+++ The records +++

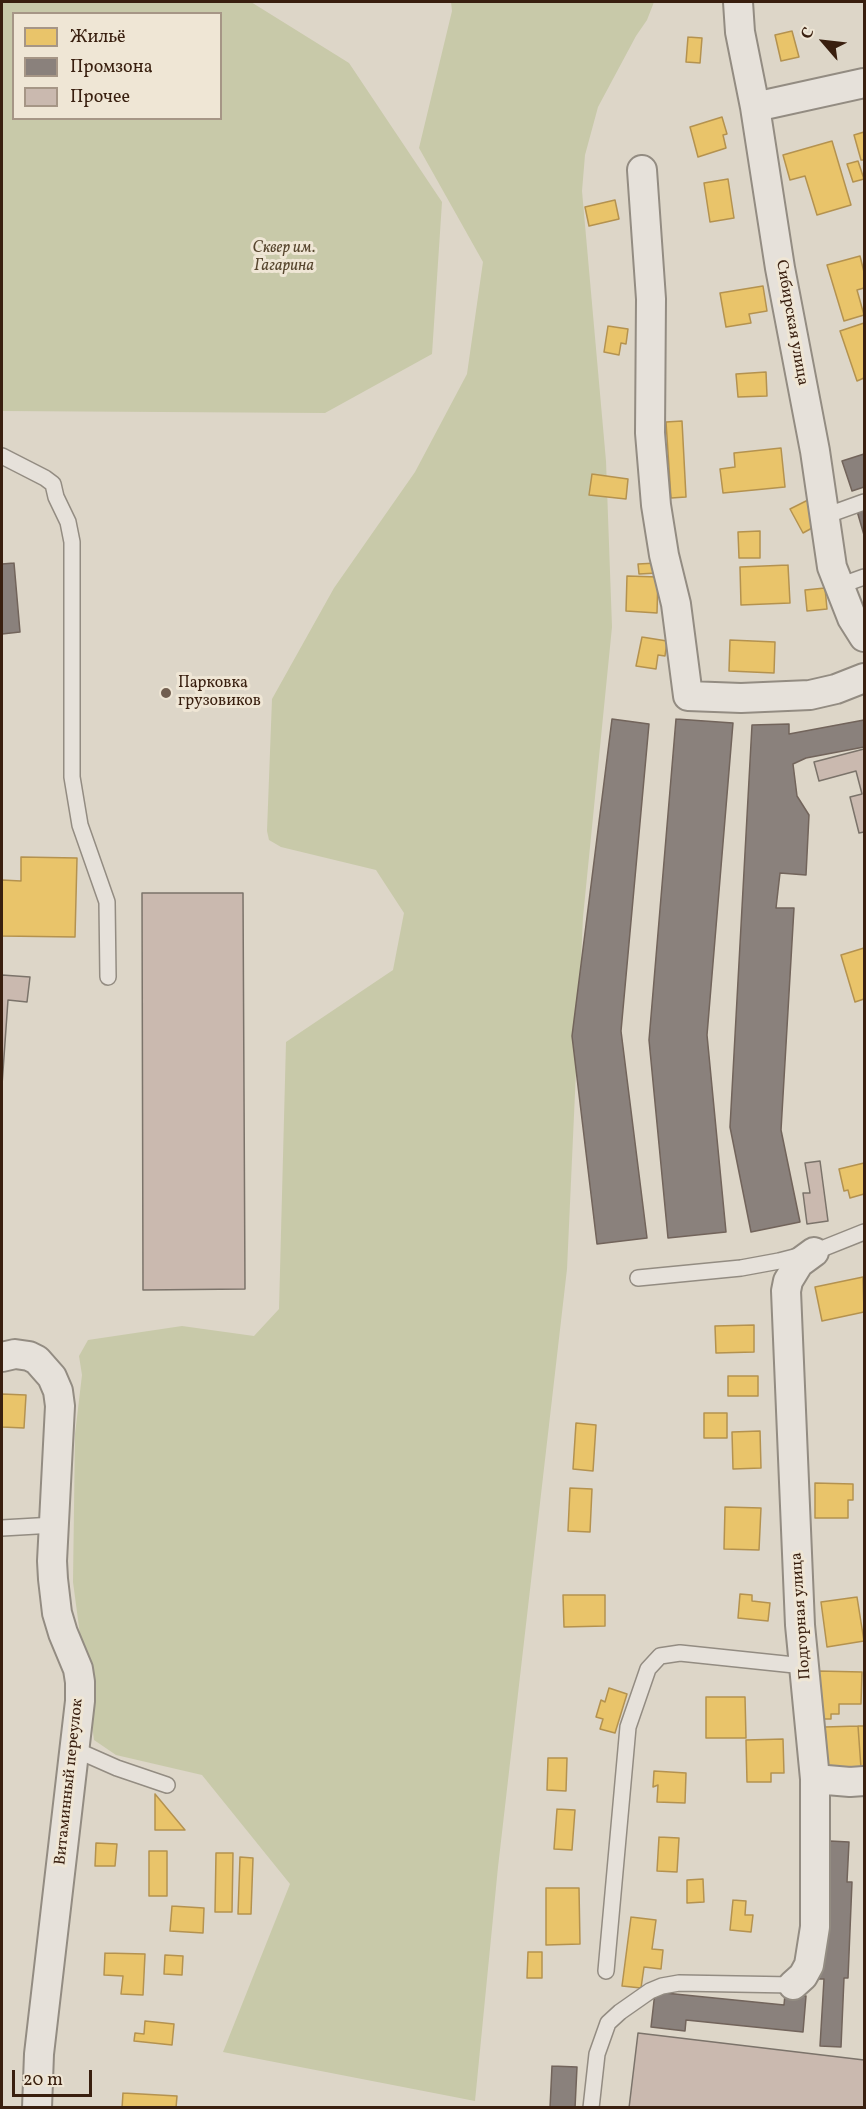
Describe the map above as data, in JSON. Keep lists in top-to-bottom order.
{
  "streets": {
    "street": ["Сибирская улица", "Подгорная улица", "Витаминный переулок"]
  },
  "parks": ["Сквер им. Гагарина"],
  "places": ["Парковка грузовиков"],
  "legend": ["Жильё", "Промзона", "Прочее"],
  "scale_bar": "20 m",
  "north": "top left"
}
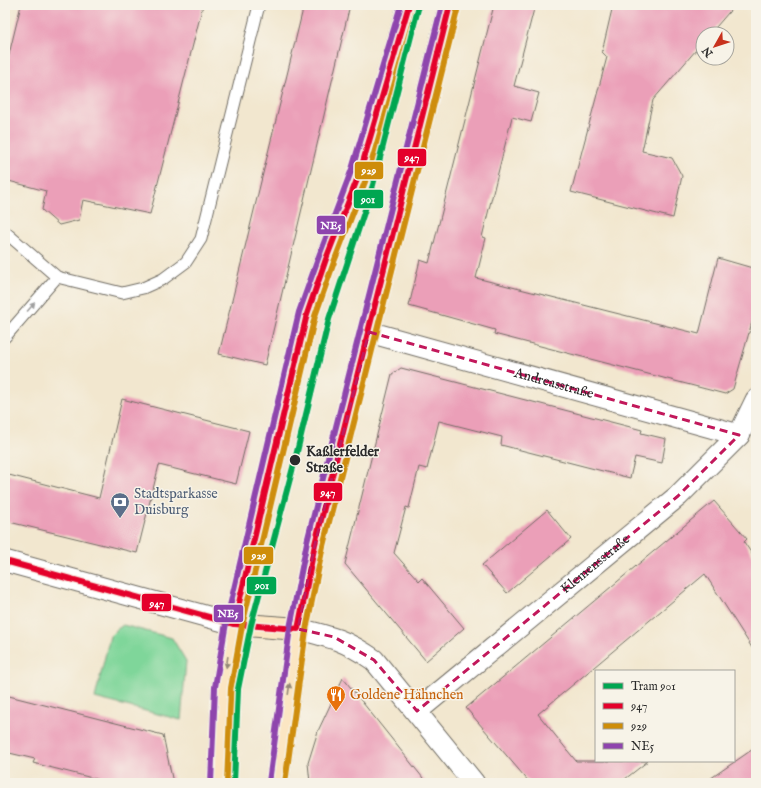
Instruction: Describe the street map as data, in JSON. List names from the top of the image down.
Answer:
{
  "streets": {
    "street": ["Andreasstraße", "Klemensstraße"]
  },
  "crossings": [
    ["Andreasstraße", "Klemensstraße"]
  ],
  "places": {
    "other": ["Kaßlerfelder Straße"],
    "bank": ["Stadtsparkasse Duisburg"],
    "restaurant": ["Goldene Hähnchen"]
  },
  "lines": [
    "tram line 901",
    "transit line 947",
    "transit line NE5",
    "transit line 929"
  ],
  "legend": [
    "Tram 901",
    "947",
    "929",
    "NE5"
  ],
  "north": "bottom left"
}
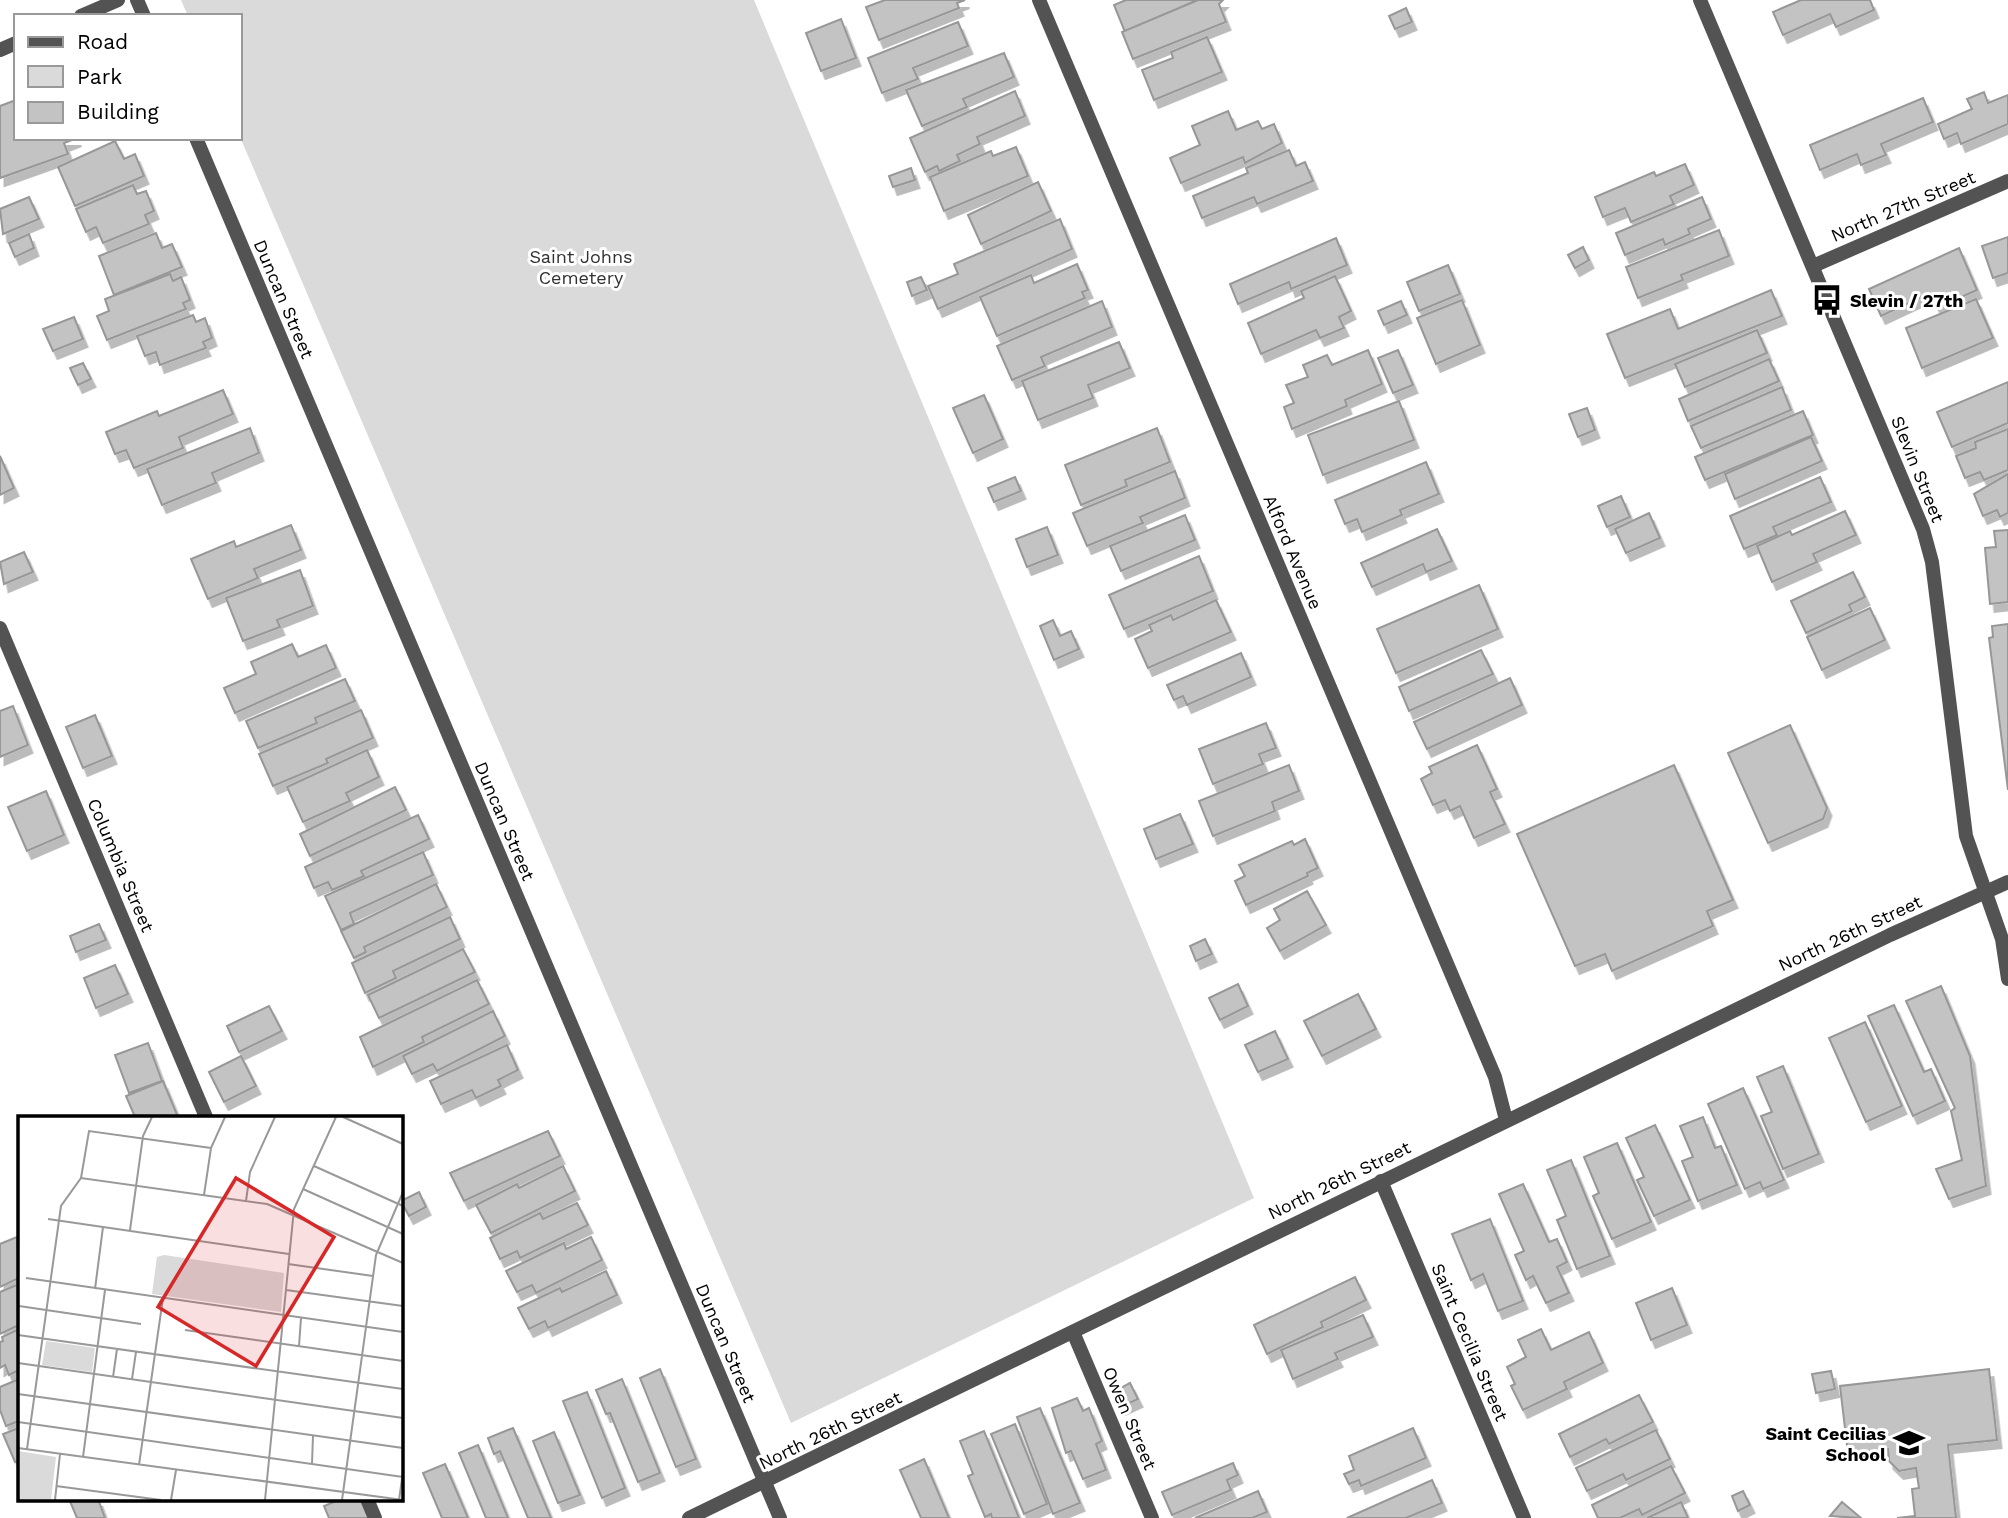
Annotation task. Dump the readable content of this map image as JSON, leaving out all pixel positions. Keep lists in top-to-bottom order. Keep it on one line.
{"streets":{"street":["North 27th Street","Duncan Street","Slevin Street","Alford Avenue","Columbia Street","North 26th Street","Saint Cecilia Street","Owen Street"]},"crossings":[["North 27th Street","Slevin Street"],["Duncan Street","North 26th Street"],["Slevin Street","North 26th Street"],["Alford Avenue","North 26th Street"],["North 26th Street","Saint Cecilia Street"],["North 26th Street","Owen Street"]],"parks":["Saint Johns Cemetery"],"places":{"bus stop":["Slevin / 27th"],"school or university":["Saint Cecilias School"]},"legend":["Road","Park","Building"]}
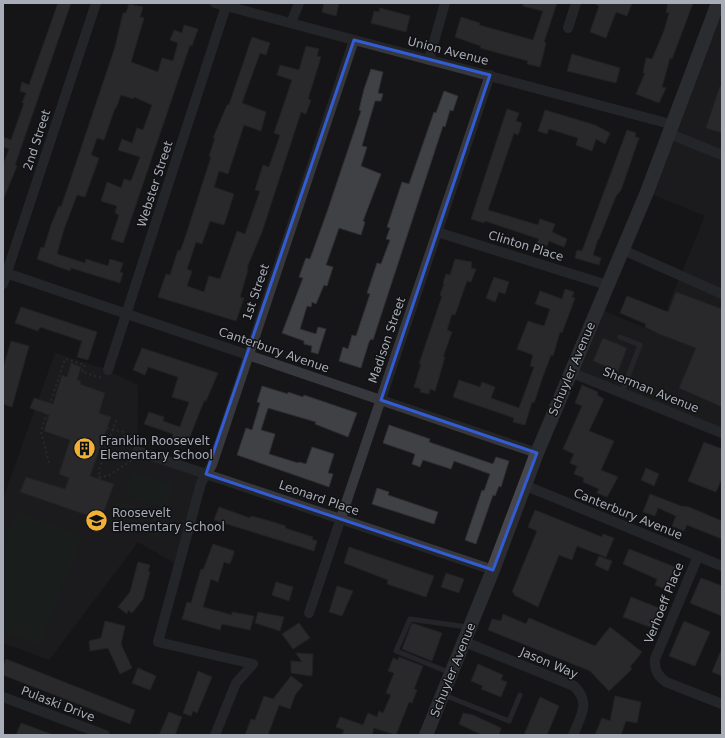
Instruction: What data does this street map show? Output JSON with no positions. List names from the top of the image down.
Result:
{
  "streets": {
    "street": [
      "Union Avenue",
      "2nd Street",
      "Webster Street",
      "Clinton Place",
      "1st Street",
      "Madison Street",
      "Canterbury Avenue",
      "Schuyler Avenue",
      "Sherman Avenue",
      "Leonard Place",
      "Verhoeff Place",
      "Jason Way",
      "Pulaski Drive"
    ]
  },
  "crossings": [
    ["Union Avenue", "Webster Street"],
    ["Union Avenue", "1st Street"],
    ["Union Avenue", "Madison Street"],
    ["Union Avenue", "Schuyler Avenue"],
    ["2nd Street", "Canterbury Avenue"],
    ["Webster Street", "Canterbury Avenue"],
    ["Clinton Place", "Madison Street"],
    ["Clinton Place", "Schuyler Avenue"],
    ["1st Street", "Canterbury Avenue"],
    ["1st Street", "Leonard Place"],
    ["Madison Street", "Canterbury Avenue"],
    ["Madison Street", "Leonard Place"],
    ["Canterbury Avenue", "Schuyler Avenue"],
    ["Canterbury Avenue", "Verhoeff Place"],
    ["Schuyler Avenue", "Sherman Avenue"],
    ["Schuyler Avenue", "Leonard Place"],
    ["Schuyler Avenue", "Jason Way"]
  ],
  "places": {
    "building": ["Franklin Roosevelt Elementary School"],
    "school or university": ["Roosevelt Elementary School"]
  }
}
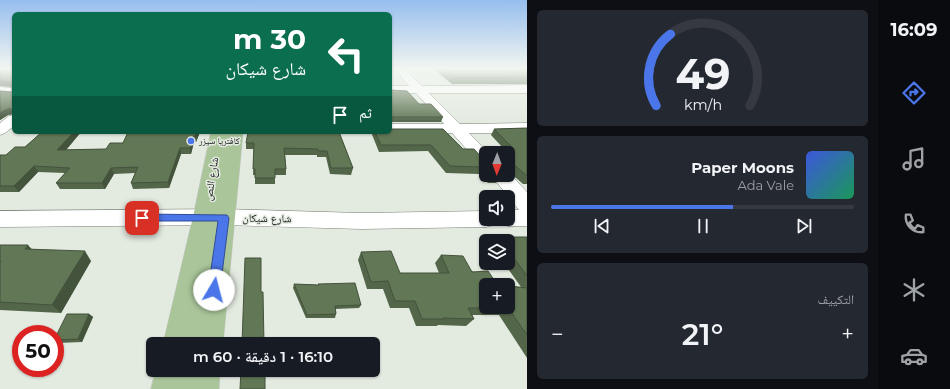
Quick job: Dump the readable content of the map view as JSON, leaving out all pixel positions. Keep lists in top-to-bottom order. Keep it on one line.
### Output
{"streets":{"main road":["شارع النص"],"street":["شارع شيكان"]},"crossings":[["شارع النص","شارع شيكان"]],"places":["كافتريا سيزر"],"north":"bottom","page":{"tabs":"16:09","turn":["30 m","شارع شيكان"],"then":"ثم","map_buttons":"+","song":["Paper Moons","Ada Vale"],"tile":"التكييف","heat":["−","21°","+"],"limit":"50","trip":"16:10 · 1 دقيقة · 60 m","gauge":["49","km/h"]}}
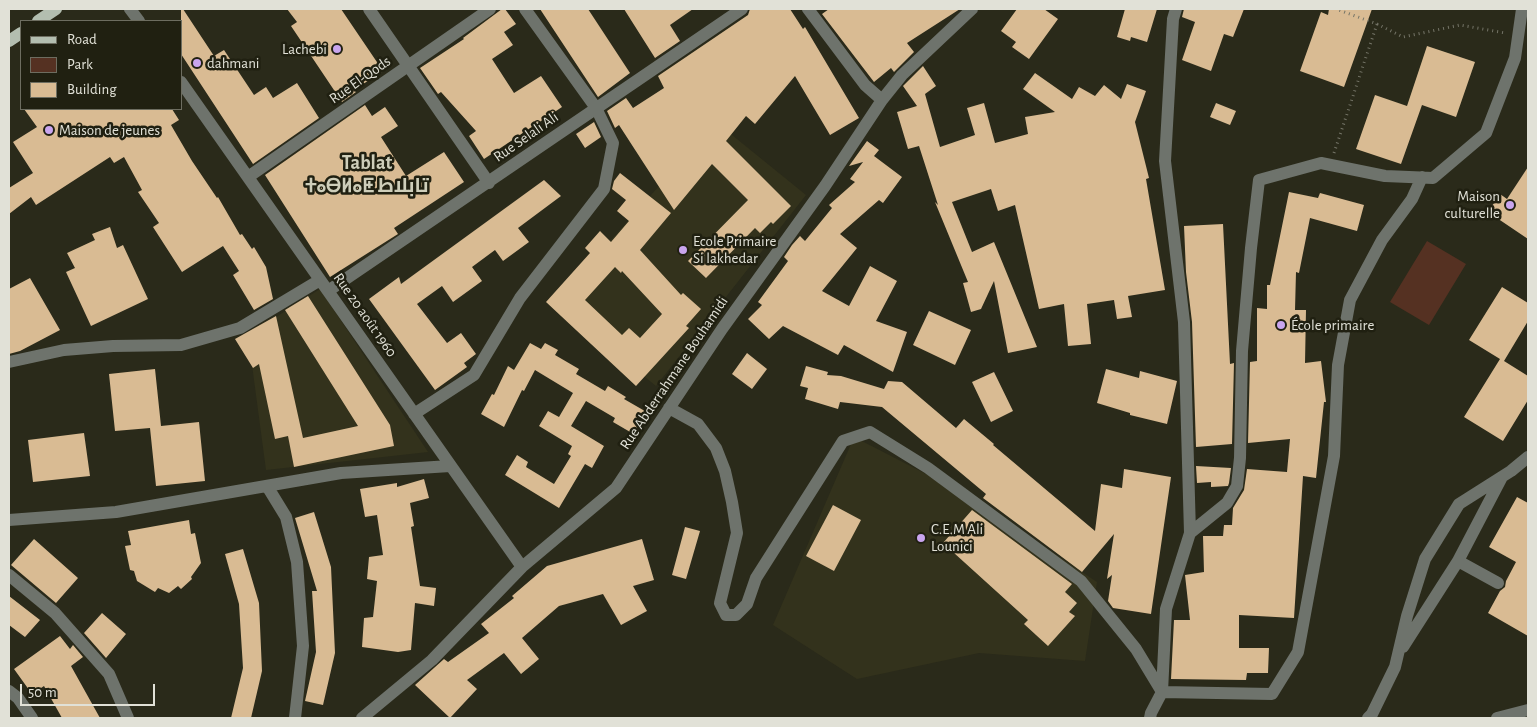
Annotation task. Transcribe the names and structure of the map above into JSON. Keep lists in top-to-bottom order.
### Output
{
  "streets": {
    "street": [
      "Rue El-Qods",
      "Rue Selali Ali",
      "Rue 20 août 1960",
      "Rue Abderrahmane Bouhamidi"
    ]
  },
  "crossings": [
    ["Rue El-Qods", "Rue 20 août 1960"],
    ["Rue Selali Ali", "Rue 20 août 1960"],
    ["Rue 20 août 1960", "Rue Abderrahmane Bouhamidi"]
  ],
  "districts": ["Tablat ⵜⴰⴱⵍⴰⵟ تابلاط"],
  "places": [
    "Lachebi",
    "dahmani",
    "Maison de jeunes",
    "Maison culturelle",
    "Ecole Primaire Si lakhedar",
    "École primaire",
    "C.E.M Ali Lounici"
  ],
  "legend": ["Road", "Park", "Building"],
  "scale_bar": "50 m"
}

+++

_Your assignment_
Lines in the data that hold "Instruction" must be located and copied.

_The completed task_
Instruction: Describe the street map as data, in JSON. List names from the top of the image down.
Instruction: What data does this street map show? Output JSON with no positions. List names from the top of the image down.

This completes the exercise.